**TASK REQUIREMENTS**
Transcribe all the records with complete accuracy.
** Opening INFORMATION SHOWN block **
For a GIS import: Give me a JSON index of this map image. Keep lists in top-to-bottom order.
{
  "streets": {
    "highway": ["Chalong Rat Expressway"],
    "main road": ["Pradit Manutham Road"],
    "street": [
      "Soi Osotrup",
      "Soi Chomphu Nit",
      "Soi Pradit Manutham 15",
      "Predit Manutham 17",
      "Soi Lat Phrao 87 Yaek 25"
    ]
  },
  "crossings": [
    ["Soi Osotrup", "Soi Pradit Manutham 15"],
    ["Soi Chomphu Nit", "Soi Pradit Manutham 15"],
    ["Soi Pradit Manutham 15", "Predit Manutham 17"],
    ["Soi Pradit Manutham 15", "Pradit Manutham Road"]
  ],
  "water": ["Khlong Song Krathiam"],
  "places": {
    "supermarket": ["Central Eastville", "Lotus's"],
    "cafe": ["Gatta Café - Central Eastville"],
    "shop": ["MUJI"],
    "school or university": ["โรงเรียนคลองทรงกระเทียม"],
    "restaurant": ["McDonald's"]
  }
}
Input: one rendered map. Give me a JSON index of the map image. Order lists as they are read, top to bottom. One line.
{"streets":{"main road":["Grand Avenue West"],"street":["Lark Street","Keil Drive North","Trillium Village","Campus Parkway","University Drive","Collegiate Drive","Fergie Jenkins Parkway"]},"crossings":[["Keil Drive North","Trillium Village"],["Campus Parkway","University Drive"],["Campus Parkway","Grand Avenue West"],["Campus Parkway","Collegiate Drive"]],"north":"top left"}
** Closing INFORMATION SHOWN block **
**SOLUTION FOR THIS PROBLEM**
For a GIS import: Give me a JSON index of this map image. Keep lists in top-to-bottom order.
{
  "streets": {
    "highway": ["Chalong Rat Expressway"],
    "main road": ["Pradit Manutham Road"],
    "street": [
      "Soi Osotrup",
      "Soi Chomphu Nit",
      "Soi Pradit Manutham 15",
      "Predit Manutham 17",
      "Soi Lat Phrao 87 Yaek 25"
    ]
  },
  "crossings": [
    ["Soi Osotrup", "Soi Pradit Manutham 15"],
    ["Soi Chomphu Nit", "Soi Pradit Manutham 15"],
    ["Soi Pradit Manutham 15", "Predit Manutham 17"],
    ["Soi Pradit Manutham 15", "Pradit Manutham Road"]
  ],
  "water": ["Khlong Song Krathiam"],
  "places": {
    "supermarket": ["Central Eastville", "Lotus's"],
    "cafe": ["Gatta Café - Central Eastville"],
    "shop": ["MUJI"],
    "school or university": ["โรงเรียนคลองทรงกระเทียม"],
    "restaurant": ["McDonald's"]
  }
}
Input: one rendered map. Give me a JSON index of the map image. Order lists as they are read, top to bottom. One line.
{"streets":{"main road":["Grand Avenue West"],"street":["Lark Street","Keil Drive North","Trillium Village","Campus Parkway","University Drive","Collegiate Drive","Fergie Jenkins Parkway"]},"crossings":[["Keil Drive North","Trillium Village"],["Campus Parkway","University Drive"],["Campus Parkway","Grand Avenue West"],["Campus Parkway","Collegiate Drive"]],"north":"top left"}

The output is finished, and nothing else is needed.